Hierarchical Data Storage for HPC

Listing 1: Defining a Dataset with YAML

HDF5 "dset.h5" {
GROUP "/" {
   DATASET "dset" {
      DATATYPE  H5T_STD_I32BE
      DATASPACE  SIMPLE { ( 4, 6 ) / ( 4, 6 ) }
      DATA {
         1, 2, 3, 4, 5, 6,
         7, 8, 9, 10, 11, 12,
         13, 14, 15, 16, 17, 18,
         19, 20, 21, 22, 23, 24
      }
   }
}
}

HDF5 has many ways to represent the same datatype. For example, H5T_NATIVE_INT corresponds to a C integer type. On Linux (Intel architecture) this could also be written H5T_STD_I32LE (standard integer 32-bit little-endian), and on a MIPS systems it would be H5T_STD_I32BE (standardinteger32-bitbig-endian).

Compound datatypes refer to collections of several datatypes that are presented as a single unit. In C, this is similar to a struct. The various parts of a compound datatype are called members and may be of any datatype, including another compound datatype. One of the fancy features of HDF5 is that it is possible to read members from a compound datatype without reading the whole type.

In the YAML example, you can see the class of information listed as DATASPACE, which describes the layout of a dataset’s data elements. It can consist of non-elements (NULL), a single element (a scalar), or a simple array. The dataspace can be fixed or it can be unlimited, which allows it to be extensible (i.e., can grow larger).

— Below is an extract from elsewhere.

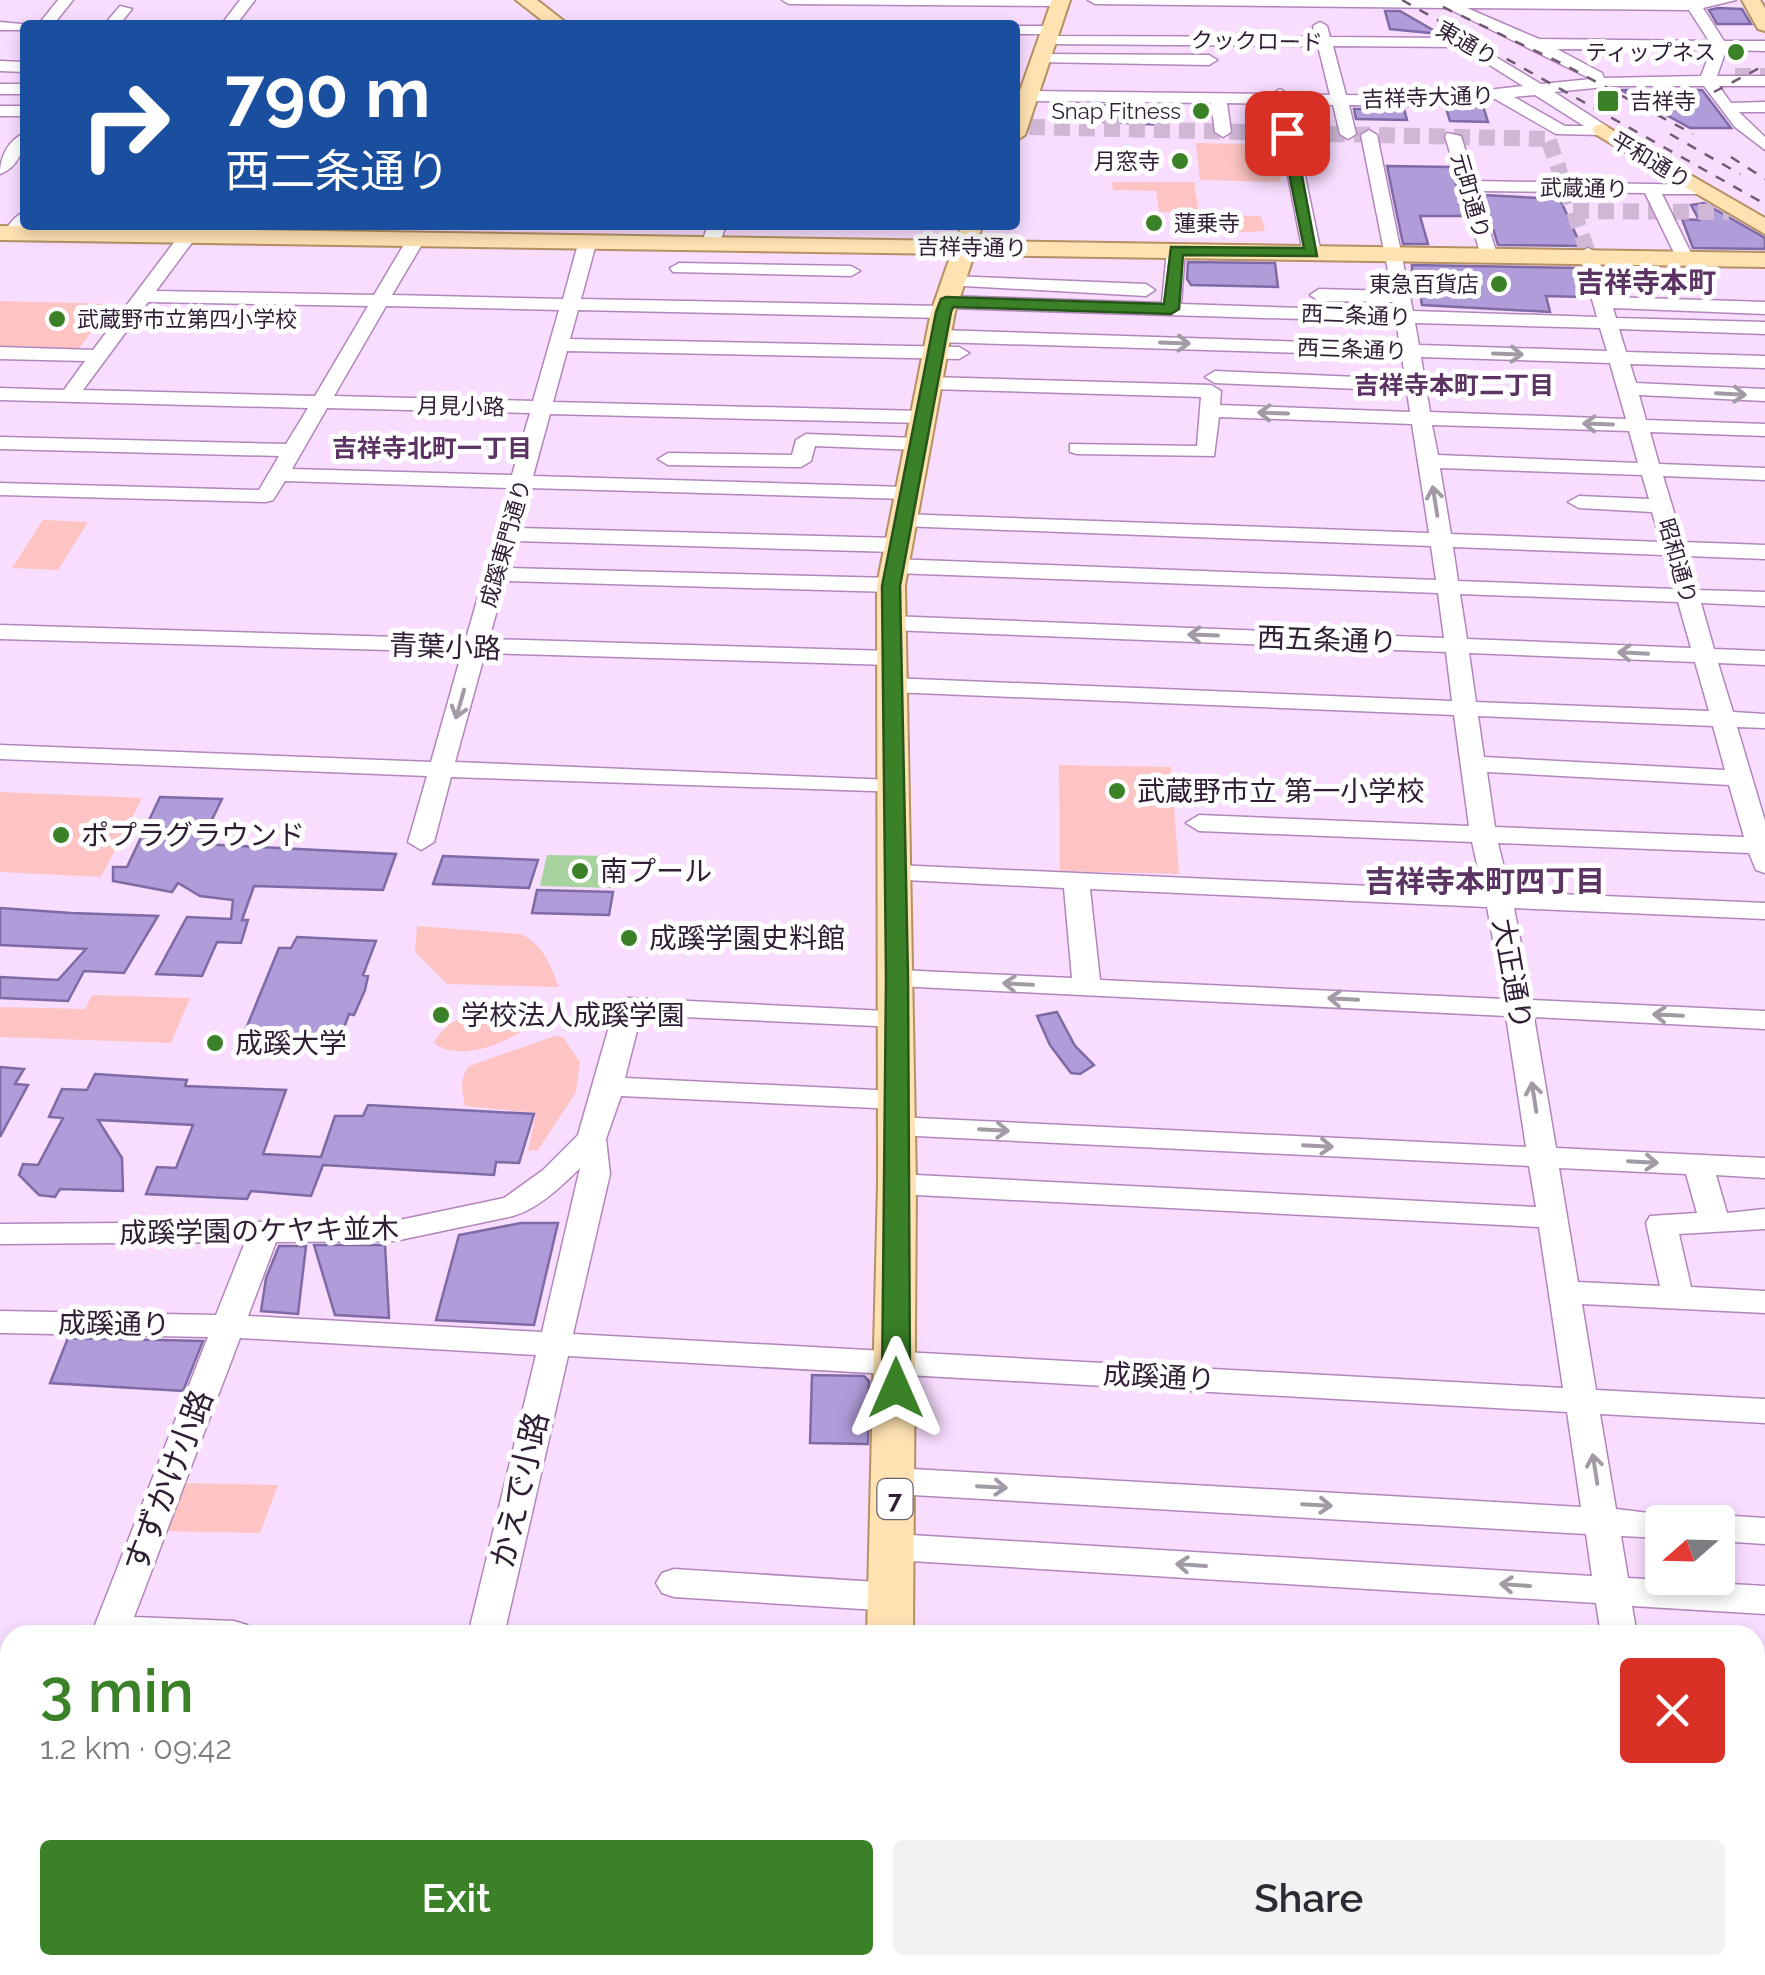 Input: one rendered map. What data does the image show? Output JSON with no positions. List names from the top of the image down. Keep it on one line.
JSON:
{"streets":{"main road":["平和通り","吉祥寺通り","7"],"street":["クックロード","東通り","吉祥寺大通り","武蔵通り","元町通り","西二条通り","西三条通り","月見小路","成蹊東門通り","昭和通り","西五条通り","青葉小路","大正通り","成蹊学園のケヤキ並木","成蹊通り","すずかけ小路","かえで小路"]},"crossings":[["クックロード","東通り"],["東通り","吉祥寺大通り"],["東通り","平和通り"],["吉祥寺大通り","平和通り"],["平和通り","武蔵通り"],["武蔵通り","元町通り"],["元町通り","吉祥寺通り"],["吉祥寺通り","成蹊東門通り"],["吉祥寺通り","昭和通り"],["吉祥寺通り","大正通り"],["吉祥寺通り","7"],["西二条通り","西三条通り"],["西二条通り","昭和通り"],["西二条通り","大正通り"],["西二条通り","7"],["西三条通り","昭和通り"],["西三条通り","大正通り"],["西三条通り","7"],["月見小路","成蹊東門通り"],["月見小路","7"],["成蹊東門通り","青葉小路"],["昭和通り","西五条通り"],["昭和通り","青葉小路"],["西五条通り","大正通り"],["西五条通り","7"],["青葉小路","大正通り"],["青葉小路","7"],["大正通り","成蹊通り"],["成蹊学園のケヤキ並木","すずかけ小路"],["成蹊学園のケヤキ並木","かえで小路"],["成蹊通り","すずかけ小路"],["成蹊通り","かえで小路"],["成蹊通り","7"]],"districts":["吉祥寺本町","吉祥寺本町二丁目","吉祥寺北町一丁目","吉祥寺本町四丁目"],"places":{"other":["ティップネス","Snap Fitness","月窓寺","蓮乗寺","東急百貨店","武蔵野市立第四小学校","武蔵野市立 第一小学校","ポプラグラウンド","南プール","成蹊学園史料館","学校法人成蹊学園","成蹊大学"],"transit":["吉祥寺"]},"north":"left","page":{"turn":["790 m","西二条通り"],"heading":["3 min","1.2 km · 09:42"],"buttons":["Exit","Share"]}}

Dataspace properties include rank (number of dimensions), actual size (dimensions), maximum size (size to which an array may grow). In the case of the YAML example, the dataspace is defined as SIMPLE, a multidimensional array of elements. The dimensionality (rank) of the dataspace is fixed when the array is created. In this case, it is defined as a 4x6 integer array (the first set of dimensions ( 4, 6 ) ). The second set of dimensions, which is also ( 4, 6 ), defines the maximum size that each dimension can grow during the lifetime of the dataspace. Because the array is fixed in size, the current dimensions and the maximum dimensions are the same.

If you are not sure about the dimensions, you can always use the HDF5 predefined variable H5P_UNLIMITED.

Attributes

One of the fundamental objects in HDF5 is an attribute, which is how you store metadata inside an HDF5 file. Attributes can be optionally associated with other HDF5 objects, such as groups, datasets, or named datatypes, if they are not independent objects. As such, attributes are accessed by opening the object to which they are attached. As the user, you define the attributes (make it meaningful), and you can delete them and overwrite them as you see fit.

Attributes have two parts. The first is a name and the second is a value. Classically the value is a string that describes the data to which it is attached. They can be extremely useful in a data file. Using attributes, you can describe the data, including information such as when the data was collected, who collected it, what applications or sensors were used in its creation, a description with as much information as you can include, and on and on. Useful metadata is one of the biggest problems in HPC data today, and attributes can be used to help alleviate the problem. You just have to use them.

Summary and Next Steps

In an effort to improve I/O performance and data organization, an external library such as HDF5 is one option. HDF5 uses a hierarchical approach to storing data that is similar to directories and files. You can store almost any data you want in an HDF5 file, including user-defined data types; integer, floating point, and string data; and binary data such as images, PDFs, and Excel spreadsheets.

HDF5 also allows metadata (attributes) to be associated with virtually any object in the data file. Taking advantage of these is the key to usable data files in the future. The use of attributes makes self-describing HDF5 files. As with a database, you an access data within the file randomly.

HDF5 is supported out of the box by C, C++, Fortran, and Java, as well as a large number of tools that support reading and writing HDF5 files. For example, Python, Matlab, Octave, Scilab, Mathematica, R, Julia, Perl, Lua, Node.js, Erlang, and Haskell can read and write HDF5 files.

This article is just a quick introduction to the concepts in HDF5. To get started, you only have to know a few concepts and remember a few key words, such as group (a directory), dataset (a file), attribute, datatype, and dataspace (the actual data). In an upcoming article, I will present some simple code for creating HDF5 files.